Sansa trovò il coraggio e lo guardò ma non vi trovò nulla di ciò che aveva immaginato.
Stupore. Sollievo. Speranza.
«Quindi lo sapete… Da quanto? Come? Sono partito appena l’ho scoperto… Negli archivi della Cittadella ho trovato il tuo atto di nascita. La firma di tuo padre e tua madre. Mi dispiace Jon, so quanto desiderassi conoscerla ma ho letto molto di lei e Lord Reed l’ha conosciuta, potrà parlartene se lo vorrai… Quando il tuo corvo mi ha raggiunto eravamo già in viaggio… Non potevo aspettare, non potevo scriverti, troppo pericoloso. … Dovevo… Tu e Sansa… Sarebbe stato il mio consiglio, temevo mi avresti odiato trovando l’idea repellente ma non c’è altro modo per tenere unito il Nord, lo capisci? Dovete sposarvi e incontrare la Regina d’Argento da pari a pari. Stark e Targaryen insieme, è l’unica possibilità che abbiamo. Non c’è più tempo… »
Un atto di nascita.
La firma di tuo padre e tua madre.
Nessuno avrebbe più potuto gridare all’incesto, dichiararli bugiardi, non riconoscere la loro unione.

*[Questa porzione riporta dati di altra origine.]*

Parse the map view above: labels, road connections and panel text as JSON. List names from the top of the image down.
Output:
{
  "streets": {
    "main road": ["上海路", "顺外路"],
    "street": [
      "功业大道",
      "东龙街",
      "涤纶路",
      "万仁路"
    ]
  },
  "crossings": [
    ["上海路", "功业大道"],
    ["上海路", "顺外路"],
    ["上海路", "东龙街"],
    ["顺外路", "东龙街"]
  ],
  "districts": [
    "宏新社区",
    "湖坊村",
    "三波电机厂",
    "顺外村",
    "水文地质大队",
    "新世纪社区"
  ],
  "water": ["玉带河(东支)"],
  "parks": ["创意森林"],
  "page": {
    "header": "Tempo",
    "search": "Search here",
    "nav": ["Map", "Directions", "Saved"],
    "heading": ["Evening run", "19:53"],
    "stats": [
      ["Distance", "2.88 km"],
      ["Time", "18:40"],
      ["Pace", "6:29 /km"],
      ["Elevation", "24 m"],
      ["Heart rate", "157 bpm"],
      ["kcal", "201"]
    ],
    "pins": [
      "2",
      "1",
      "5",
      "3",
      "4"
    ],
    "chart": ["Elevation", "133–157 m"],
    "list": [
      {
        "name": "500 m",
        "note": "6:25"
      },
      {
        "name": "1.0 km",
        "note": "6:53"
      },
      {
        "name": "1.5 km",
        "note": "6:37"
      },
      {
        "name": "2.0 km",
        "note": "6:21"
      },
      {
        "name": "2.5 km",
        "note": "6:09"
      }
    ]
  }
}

Nessuno avrebbe potuto più separarli.
Jon era ufficialmente l’erede dei Sette Regni.
L’erede di tutto.
Il Re del Nord batté le palpebre e dischiuse le labbra, stordito dal fiume di parole, speranza, progetti che lo stava travolgendo. Forse non sapeva da che parte cominciare. Pensava di dover dare una notizia sconvolgente all’amico invece da lui ne riceveva la conferma, siglata e suggellata.
Inoppugnabile.
Gilly abbassò lo sguardo sulle loro dita intrecciate e sorrise. Si avvicinò al compagno e gli prese il viso tra le mani. Riuscì nell’intento, Sam smise di parlare e si limitò a fissarla, riprendendo lentamente fiato.
«Perché non lasci parlare il tuo Re? Penso abbia qualcosa da dirti».

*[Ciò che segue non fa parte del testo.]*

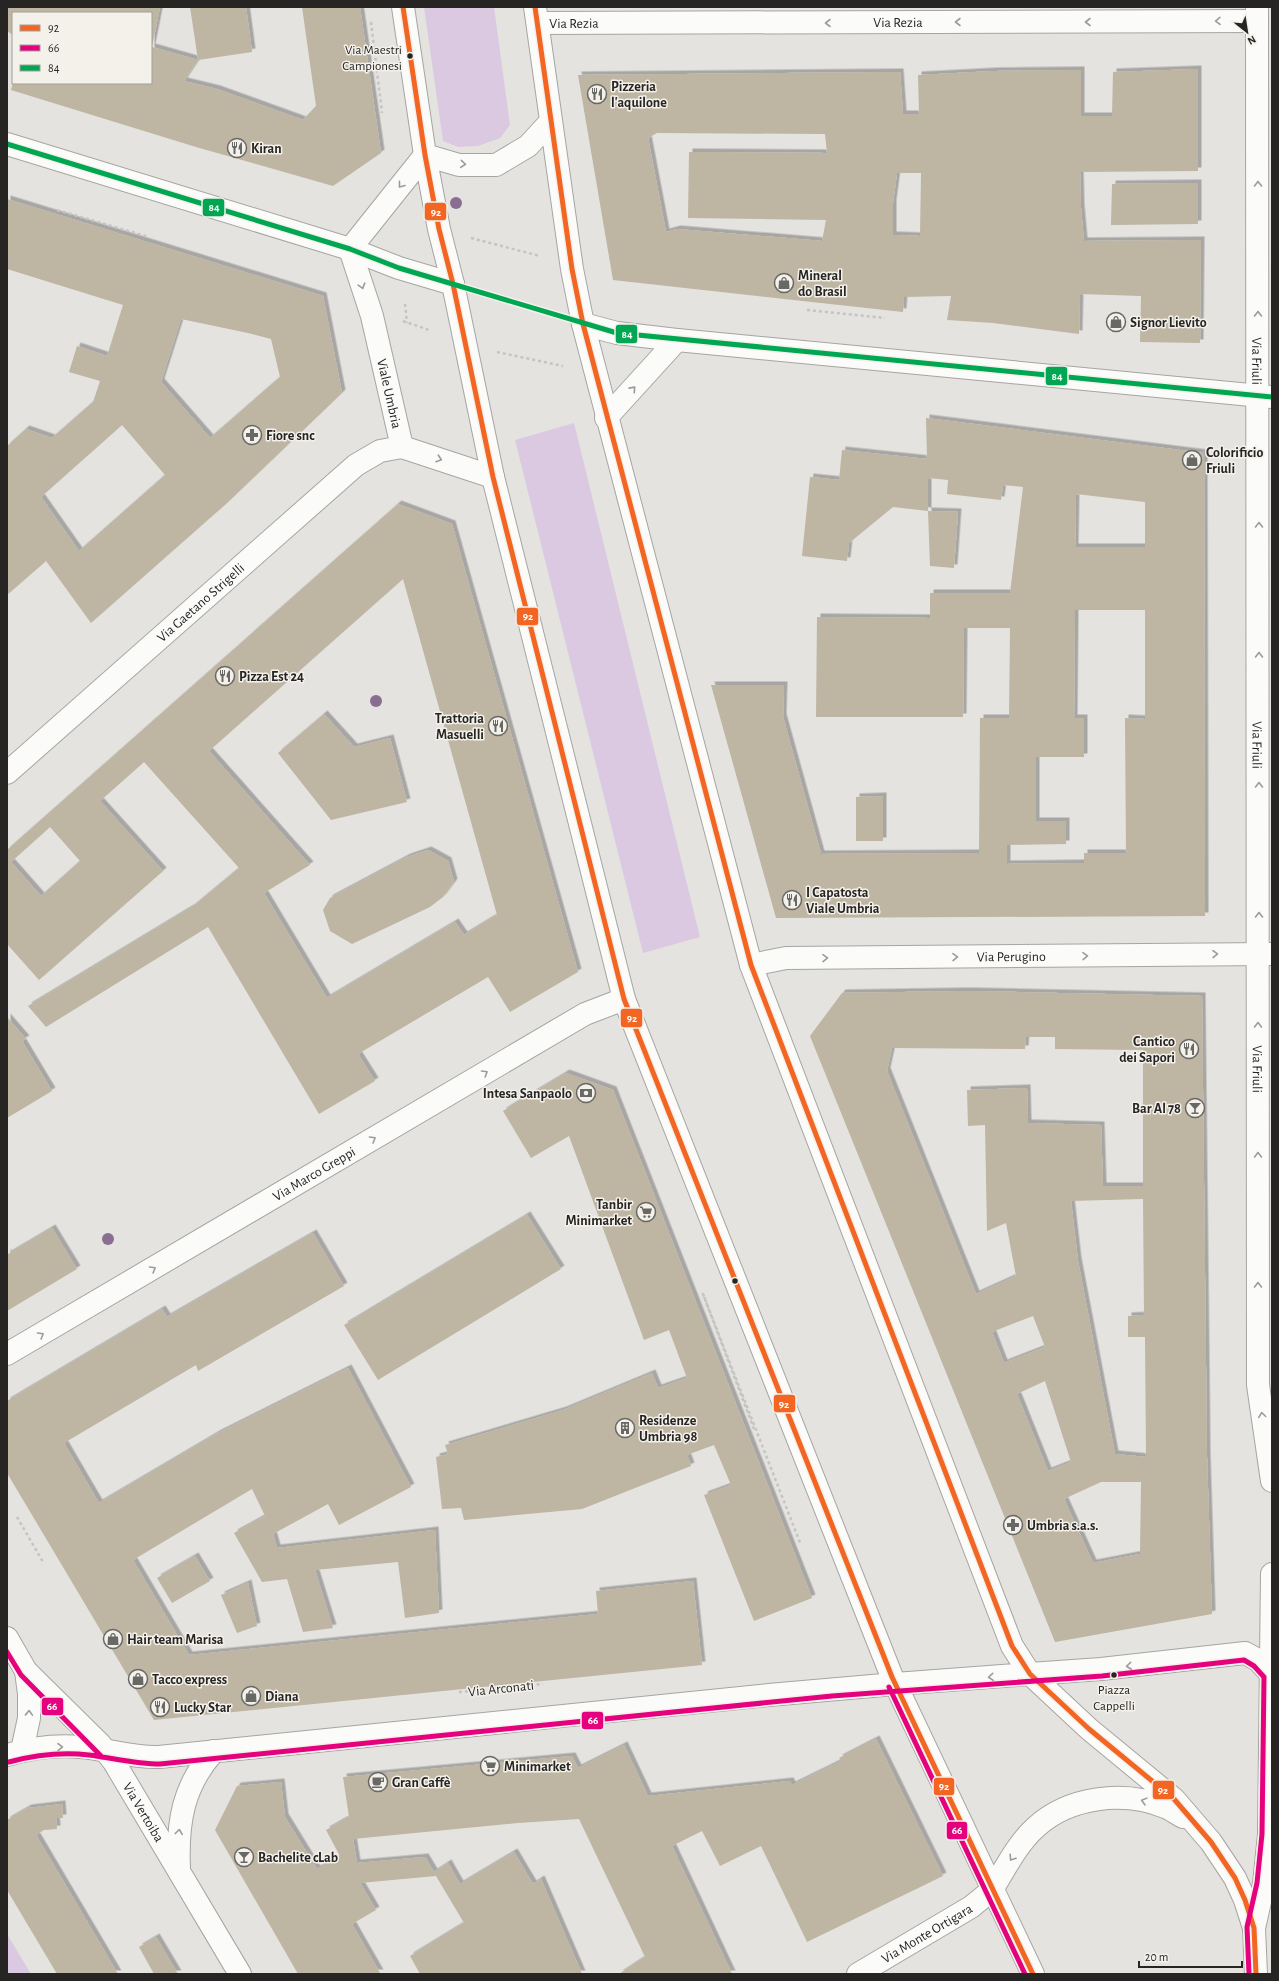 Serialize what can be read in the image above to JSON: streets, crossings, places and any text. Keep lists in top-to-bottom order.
{
  "streets": {
    "street": [
      "Via Rezia",
      "Via Friuli",
      "Viale Umbria",
      "Via Gaetano Strigelli",
      "Via Perugino",
      "Via Marco Greppi",
      "Via Vertoiba",
      "Via Monte Ortigara"
    ],
    "path": ["Via Arconati"]
  },
  "crossings": [
    ["Via Rezia", "Via Friuli"],
    ["Via Friuli", "Via Perugino"],
    ["Viale Umbria", "Via Gaetano Strigelli"]
  ],
  "one_way": [
    "Via Rezia",
    "Via Friuli",
    "Via Perugino",
    "Via Marco Greppi"
  ],
  "places": {
    "other": ["Via Maestri Campionesi", "Piazza Cappelli"],
    "restaurant": [
      "Pizzeria l'aquilone",
      "Kiran",
      "Pizza Est 24",
      "Trattoria Masuelli",
      "I Capatosta Viale Umbria",
      "Cantico dei Sapori",
      "Lucky Star"
    ],
    "shop": [
      "Mineral do Brasil",
      "Signor Lievito",
      "Colorificio Friuli",
      "Hair team Marisa",
      "Tacco express",
      "Diana"
    ],
    "pharmacy": ["Fiore snc", "Umbria s.a.s."],
    "bank": ["Intesa Sanpaolo"],
    "bar": ["Bar Al 78", "Bachelite cLab"],
    "supermarket": ["Tanbir Minimarket", "Minimarket"],
    "building": ["Residenze Umbria 98"],
    "cafe": ["Gran Caffè"]
  },
  "lines": ["transit line 92", "transit line 84", "transit line 66"],
  "legend": ["92", "66", "84"],
  "scale_bar": "20 m",
  "north": "bottom right"
}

Jon sorrise e fece un passo verso di lui tendendogli la mano, quando Sam l’afferrò lo tirò a sé per un abbraccio.
«Sam, amico mio, ti ringrazio per aver rischiato la tua vita e quella della tua famiglia e per aver custodito un segreto che è costato molto, a tanti».
Non c’era più rabbia nel tono della sua voce, solo una patina sottile di dolore che Sansa avrebbe riconosciuto anche dentro una risata cristallina, perché il dolore di Jon le arrivava fin nelle ossa. Eppure sembrava aver accettato il suo sangue, le bugie, i sacrifici.
Ne soffriva e ne avrebbe sofferto sempre. La perdita di Lyanna, non averla conosciuta, sarebbe stato un nodo difficile da sciogliere, così come lo era stato per suo padre.
Non poterla nemmeno ricordare.
Sansa avrebbe provato a ricucire la ferita. Avrebbe setacciato in lungo in largo i Sette Regni a caccia di un dettaglio, un disegno, una storia. Li avrebbe cuciti insieme e avrebbe raccontato a Jon di sua madre.
Sarebbe stato il suo dono di nozze.
Dopo la guerra.
«Prima di essere il mio Re, sei mio amico e fratello».
La voce commossa del maestro la riportò alla realtà. Sam fece per inchinarsi ma Jon glielo impedì. Quello che avevano condiviso andava di al di là dell’etichetta e degli obblighi formali. Per anni erano stati pronti a sacrificare la propria vita l’uno per l’altro e le cose non erano cambiate. Jon si fidava di Sam e Sam vedeva in Jon una guida, l’unica possibile. Probabilmente avrebbe fatto qualsiasi cosa per lui e non c’era niente che Sansa comprendesse così bene.
«Adesso basta cerimonie, abbiamo molto di cui parlare e dovete riposarvi, mangiare e indossare vestiti puliti. Ho bisogno di te per dare al mio Consiglio ristretto una notizia importante. Vuoi aiutarmi?»
«Non hai che da chiedere. Di cosa si tratta?»
Jon si voltò verso di lei e tese la mano per invitarla ad avvicinarsi. Senza pensarci l’afferrò e quando gli fu vicino le cinse la vita con il braccio e le baciò la fronte.
«Annunciare a tutti che la più saggia, gentile e bella delle Regine è mia moglie».